Just as in other studies, the Tennessee experiment found that some teachers were able to help students learn vastly more than other teachers. And just as in other studies, the effect largely disappeared by junior high, based on test scores. Yet when Mr. Chetty and his colleagues took another look at the students in adulthood, they discovered that the legacy of kindergarten had re-emerged.

Students who had learned much more in kindergarten were more likely to go to college than students with otherwise similar backgrounds. Students who learned more were also less likely to become single parents. As adults, they were more likely to be saving for retirement. Perhaps most striking, they were earning more.

All else equal, they were making about an extra $100 a year at age 27 for every percentile they had moved up the test-score distribution over the course of kindergarten. A student who went from average to the 60th percentile — a typical jump for a 5-year-old with a good teacher — could expect to make about $1,000 more a year at age 27 than a student who remained at the average. Over time, the effect seems to grow, too.

There is some REALLY excellent and intriguing stuff in the presentation [pdf] — the correlation between small class sizes and income, as well as teacher experience and effectiveness.  One intriguing thing for me was the graph charting teacher experience versus eventual earnings of their students:

As you can see, earnings are plotted on the left, with teacher experience along the bottom.  The mean line (in red) is plotted through the middle.  The important thing to remember here is that the mean line is drawn by the computer.  A “line of best fit” will be drawn through whatever data exists, no matter how random it is.  Here’s an example I created:

As you can see, the data points I entered are completely random, which means that, even though there’s a positive line, it doesn’t really mean much.  It’s just the computer using statistical regression to find the “average” line through the noise.  I made the chart at this site, which is an excellent one for understanding the basics of scatter plots and lines of best fit.  Check it out!

On the other hand, there are several charts in the report that show a strong (and natural) correlation (this one presents college quality versus test scores, where higher test scores predicts that you go to a higher-quality college):

See the difference?

I mention this because, to me, the experience/earnings graph in the researchers’ report seems to exhibit this kind of weak correlation, which is interesting.  Yes, there is a positive trend line, meaning that, on average, a teacher with more years of experience means that their students will earn more, eventually, but it is a very weak correlation.  That means to me that teacher experience is not a huge predictor of success.  This is in DIRECT contradiction to the assumption underlying the typical single salary schedule which raises pay/rewards teachers almost SOLELY based on experience.  If years of experience don’t have the effect on student achievement (or life outcomes), then its questionable as to why we should reward JUST based on experience (as opposed to training, student achievement/outcomes, leadership, etc.).  For interesting discussions of the single salary schedule, its implications, and its alternatives, check out two very respected educational academics, Michael Podgursky [pdf] and Eric Hanushek, on the subject.
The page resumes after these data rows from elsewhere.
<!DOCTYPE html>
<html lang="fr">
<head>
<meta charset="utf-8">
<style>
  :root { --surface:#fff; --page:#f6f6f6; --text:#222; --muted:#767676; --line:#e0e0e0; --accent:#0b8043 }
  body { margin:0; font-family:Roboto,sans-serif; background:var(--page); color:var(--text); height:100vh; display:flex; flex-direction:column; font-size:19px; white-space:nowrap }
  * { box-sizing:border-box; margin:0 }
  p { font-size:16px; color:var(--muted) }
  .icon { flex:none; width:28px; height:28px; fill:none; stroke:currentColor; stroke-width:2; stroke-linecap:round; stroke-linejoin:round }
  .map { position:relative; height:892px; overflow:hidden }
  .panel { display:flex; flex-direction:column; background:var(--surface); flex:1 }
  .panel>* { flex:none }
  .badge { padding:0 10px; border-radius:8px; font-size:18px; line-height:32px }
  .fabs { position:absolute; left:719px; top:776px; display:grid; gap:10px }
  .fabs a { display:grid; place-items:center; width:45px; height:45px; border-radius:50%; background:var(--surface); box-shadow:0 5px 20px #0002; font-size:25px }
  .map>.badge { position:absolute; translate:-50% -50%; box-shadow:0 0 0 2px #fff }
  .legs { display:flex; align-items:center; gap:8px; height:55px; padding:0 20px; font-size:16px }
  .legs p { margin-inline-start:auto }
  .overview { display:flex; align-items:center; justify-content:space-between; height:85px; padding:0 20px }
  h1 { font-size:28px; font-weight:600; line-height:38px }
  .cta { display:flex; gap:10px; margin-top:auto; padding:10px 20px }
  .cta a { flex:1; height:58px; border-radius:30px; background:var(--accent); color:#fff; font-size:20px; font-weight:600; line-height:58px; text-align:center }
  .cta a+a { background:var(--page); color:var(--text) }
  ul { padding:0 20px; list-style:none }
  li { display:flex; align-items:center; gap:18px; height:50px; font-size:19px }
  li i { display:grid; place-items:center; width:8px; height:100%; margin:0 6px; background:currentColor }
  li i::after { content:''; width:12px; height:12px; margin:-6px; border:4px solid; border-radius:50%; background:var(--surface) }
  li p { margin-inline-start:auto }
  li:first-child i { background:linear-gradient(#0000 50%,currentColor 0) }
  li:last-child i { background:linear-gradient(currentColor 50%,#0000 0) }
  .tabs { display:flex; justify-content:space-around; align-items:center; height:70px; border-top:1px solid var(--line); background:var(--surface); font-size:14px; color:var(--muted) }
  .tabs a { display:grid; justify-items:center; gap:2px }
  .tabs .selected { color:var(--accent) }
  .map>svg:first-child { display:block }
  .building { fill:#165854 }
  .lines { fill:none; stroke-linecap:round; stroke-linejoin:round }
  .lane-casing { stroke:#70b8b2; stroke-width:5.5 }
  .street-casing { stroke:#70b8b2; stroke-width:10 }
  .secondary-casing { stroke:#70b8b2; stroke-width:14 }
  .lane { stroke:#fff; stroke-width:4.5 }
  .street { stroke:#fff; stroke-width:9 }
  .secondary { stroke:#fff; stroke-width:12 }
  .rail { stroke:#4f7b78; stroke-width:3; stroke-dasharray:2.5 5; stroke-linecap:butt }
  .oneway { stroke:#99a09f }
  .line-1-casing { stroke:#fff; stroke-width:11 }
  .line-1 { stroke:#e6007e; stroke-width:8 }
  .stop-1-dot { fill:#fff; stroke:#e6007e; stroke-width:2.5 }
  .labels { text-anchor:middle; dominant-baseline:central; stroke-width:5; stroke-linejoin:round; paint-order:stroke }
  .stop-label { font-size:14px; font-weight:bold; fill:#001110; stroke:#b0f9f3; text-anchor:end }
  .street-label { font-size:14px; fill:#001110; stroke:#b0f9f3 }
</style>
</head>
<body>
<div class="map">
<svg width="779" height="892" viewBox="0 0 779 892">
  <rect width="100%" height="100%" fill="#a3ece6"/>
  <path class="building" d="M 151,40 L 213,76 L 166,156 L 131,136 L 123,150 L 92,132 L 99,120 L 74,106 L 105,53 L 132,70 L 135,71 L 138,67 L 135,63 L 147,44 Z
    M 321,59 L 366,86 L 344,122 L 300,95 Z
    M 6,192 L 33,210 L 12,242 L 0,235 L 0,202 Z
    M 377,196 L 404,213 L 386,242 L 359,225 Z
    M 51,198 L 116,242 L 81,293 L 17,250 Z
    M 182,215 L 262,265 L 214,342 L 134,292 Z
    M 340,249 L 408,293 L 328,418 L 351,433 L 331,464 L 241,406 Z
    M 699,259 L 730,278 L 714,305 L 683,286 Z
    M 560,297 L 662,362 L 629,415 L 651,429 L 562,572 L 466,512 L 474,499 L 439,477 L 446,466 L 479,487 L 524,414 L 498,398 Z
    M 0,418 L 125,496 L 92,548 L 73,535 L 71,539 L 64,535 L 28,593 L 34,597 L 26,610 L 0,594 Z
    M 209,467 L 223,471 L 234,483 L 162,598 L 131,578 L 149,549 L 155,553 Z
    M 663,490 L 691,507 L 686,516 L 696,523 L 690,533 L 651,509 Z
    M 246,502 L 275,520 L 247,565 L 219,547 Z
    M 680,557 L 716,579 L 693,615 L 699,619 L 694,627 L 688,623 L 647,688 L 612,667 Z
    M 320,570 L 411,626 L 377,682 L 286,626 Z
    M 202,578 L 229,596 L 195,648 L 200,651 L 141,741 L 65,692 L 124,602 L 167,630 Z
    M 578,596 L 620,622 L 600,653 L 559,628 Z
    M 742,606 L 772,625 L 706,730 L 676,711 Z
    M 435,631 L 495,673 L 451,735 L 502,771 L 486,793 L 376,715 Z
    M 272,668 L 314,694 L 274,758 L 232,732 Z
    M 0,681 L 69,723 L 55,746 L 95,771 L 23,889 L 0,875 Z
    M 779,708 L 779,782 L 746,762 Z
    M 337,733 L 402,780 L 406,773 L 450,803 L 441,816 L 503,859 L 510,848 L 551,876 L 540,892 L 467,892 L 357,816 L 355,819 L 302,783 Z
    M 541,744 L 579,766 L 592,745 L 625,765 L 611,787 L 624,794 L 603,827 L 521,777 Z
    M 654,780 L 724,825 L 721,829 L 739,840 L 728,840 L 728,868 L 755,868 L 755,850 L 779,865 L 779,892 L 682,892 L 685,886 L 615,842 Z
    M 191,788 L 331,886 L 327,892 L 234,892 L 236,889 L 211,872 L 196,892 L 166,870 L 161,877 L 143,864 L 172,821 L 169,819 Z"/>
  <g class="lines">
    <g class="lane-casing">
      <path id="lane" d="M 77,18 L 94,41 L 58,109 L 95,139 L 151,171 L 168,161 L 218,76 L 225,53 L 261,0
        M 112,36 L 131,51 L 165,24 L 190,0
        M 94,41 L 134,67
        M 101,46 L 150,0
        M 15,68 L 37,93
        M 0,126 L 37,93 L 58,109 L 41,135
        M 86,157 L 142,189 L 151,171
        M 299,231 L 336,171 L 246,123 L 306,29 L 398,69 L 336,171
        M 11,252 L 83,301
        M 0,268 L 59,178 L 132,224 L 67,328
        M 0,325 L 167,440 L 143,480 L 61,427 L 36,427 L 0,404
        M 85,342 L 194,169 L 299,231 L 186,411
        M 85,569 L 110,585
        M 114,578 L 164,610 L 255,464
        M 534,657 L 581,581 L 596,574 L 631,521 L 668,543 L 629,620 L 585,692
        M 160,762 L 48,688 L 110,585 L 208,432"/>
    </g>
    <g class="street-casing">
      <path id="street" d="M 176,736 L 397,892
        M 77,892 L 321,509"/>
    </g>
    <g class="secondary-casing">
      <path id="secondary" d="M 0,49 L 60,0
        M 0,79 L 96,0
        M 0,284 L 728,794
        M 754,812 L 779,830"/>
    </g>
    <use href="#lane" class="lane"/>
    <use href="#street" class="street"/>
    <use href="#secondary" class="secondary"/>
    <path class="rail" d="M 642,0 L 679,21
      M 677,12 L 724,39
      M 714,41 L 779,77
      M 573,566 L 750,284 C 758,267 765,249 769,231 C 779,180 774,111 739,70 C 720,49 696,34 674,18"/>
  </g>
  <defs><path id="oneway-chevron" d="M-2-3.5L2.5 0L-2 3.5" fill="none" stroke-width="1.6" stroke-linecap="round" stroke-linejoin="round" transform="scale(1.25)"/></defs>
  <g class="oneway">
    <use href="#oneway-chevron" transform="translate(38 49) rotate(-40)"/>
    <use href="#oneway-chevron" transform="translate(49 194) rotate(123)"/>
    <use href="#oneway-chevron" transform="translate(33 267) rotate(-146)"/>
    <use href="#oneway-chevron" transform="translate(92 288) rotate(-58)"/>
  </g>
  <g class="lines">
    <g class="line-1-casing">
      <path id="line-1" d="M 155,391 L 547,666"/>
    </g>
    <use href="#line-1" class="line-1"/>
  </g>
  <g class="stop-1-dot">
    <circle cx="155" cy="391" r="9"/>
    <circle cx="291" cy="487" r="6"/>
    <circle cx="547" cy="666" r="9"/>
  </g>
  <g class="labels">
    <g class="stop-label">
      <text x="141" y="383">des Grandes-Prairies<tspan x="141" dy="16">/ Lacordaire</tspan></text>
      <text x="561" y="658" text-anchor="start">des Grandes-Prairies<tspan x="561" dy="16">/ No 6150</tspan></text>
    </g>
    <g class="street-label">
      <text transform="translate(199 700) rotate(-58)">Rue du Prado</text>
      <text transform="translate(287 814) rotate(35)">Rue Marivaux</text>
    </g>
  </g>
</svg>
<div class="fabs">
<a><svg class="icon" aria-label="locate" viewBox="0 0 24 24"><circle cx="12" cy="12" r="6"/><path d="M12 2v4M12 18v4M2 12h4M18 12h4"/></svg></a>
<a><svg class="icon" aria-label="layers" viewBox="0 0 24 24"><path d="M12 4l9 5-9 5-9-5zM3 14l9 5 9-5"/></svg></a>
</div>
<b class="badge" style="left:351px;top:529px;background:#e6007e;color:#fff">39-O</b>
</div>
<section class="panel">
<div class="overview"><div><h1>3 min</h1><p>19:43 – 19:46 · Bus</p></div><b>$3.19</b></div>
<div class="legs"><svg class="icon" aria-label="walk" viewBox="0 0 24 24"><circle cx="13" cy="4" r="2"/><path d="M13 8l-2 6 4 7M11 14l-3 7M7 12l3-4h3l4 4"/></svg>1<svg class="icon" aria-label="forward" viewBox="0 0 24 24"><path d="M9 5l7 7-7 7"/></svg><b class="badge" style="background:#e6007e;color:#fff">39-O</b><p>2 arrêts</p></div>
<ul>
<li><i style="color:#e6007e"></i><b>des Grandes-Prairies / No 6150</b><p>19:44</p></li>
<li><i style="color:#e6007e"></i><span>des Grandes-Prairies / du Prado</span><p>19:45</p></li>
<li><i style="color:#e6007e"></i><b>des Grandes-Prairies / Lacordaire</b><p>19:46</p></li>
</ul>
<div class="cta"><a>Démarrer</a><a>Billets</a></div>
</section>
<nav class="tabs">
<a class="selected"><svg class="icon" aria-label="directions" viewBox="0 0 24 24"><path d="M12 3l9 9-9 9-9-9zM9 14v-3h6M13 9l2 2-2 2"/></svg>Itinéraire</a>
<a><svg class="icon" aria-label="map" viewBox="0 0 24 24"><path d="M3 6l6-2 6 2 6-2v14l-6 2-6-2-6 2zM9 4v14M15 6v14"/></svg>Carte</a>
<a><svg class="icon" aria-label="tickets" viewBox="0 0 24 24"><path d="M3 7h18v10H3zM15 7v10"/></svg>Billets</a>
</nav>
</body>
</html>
Understand, now, that I’m not saying experience doesn’t matter.  It’s very well established that for a first few years, teacher experience correlates very strongly with teacher effectiveness.  Simply put, you learn a LOT about how to teach in your first few years as a teacher.  Check out this paper from the Brookings Institution on the subject.  However, these effectiveness gains based on experience tend to level out after just a few years.  Whether that’s a failure of our professional development system (I think that it’s definitely a part), or whether you simply learn pretty much most of what there is to learn as a teacher after 5 years or so is debatable.  I’d contend that research like this, pointing to the incredible development power of experience (learning by doing) is also a critique of the teacher preparation system — if you learn most of what it takes to be a good teacher while on the job, does it really make sense to require a full-on 4 year degree to start teaching?  Of course, this is tied in to the whole debate about alternate certification and, among other programs, Teach for America.  A topic for another post.

Of course, another chart in the presentation is just as compelling, and presents somewhat of an opposite finding:

Here you can see that having a more experienced teacher (greater than 9 years experience versus less than 9 years experience) does have an impact on future earnings, and a sizeable one at that (almost $1000).  Just goes to show you that data can show you very different things, depending on how you analyze and present it.

At any rate, here’s the main point: Despite the fade-out in test score gains attributable to early interventions, such interventions DO in fact have measurable positive effects later in life.  I’m lumping Pre-K in here as well, even though the study was actually about small-class kindergarten interventions, because I think they two programs have similar effects.  Just goes to show you what I argued before: Just because the fade-out in test scores happens over the course of a few years does not mean that Pre-K isn’t effective.  Don’t believe people who tell you otherwise: Pre-K, and early childhood interventions like it, can pay wonderful dividends down the line.  Just because our clunky tests (which we know suck, and are only now starting to get better) can’t measure it, doesn’t mean there isn’t an impact.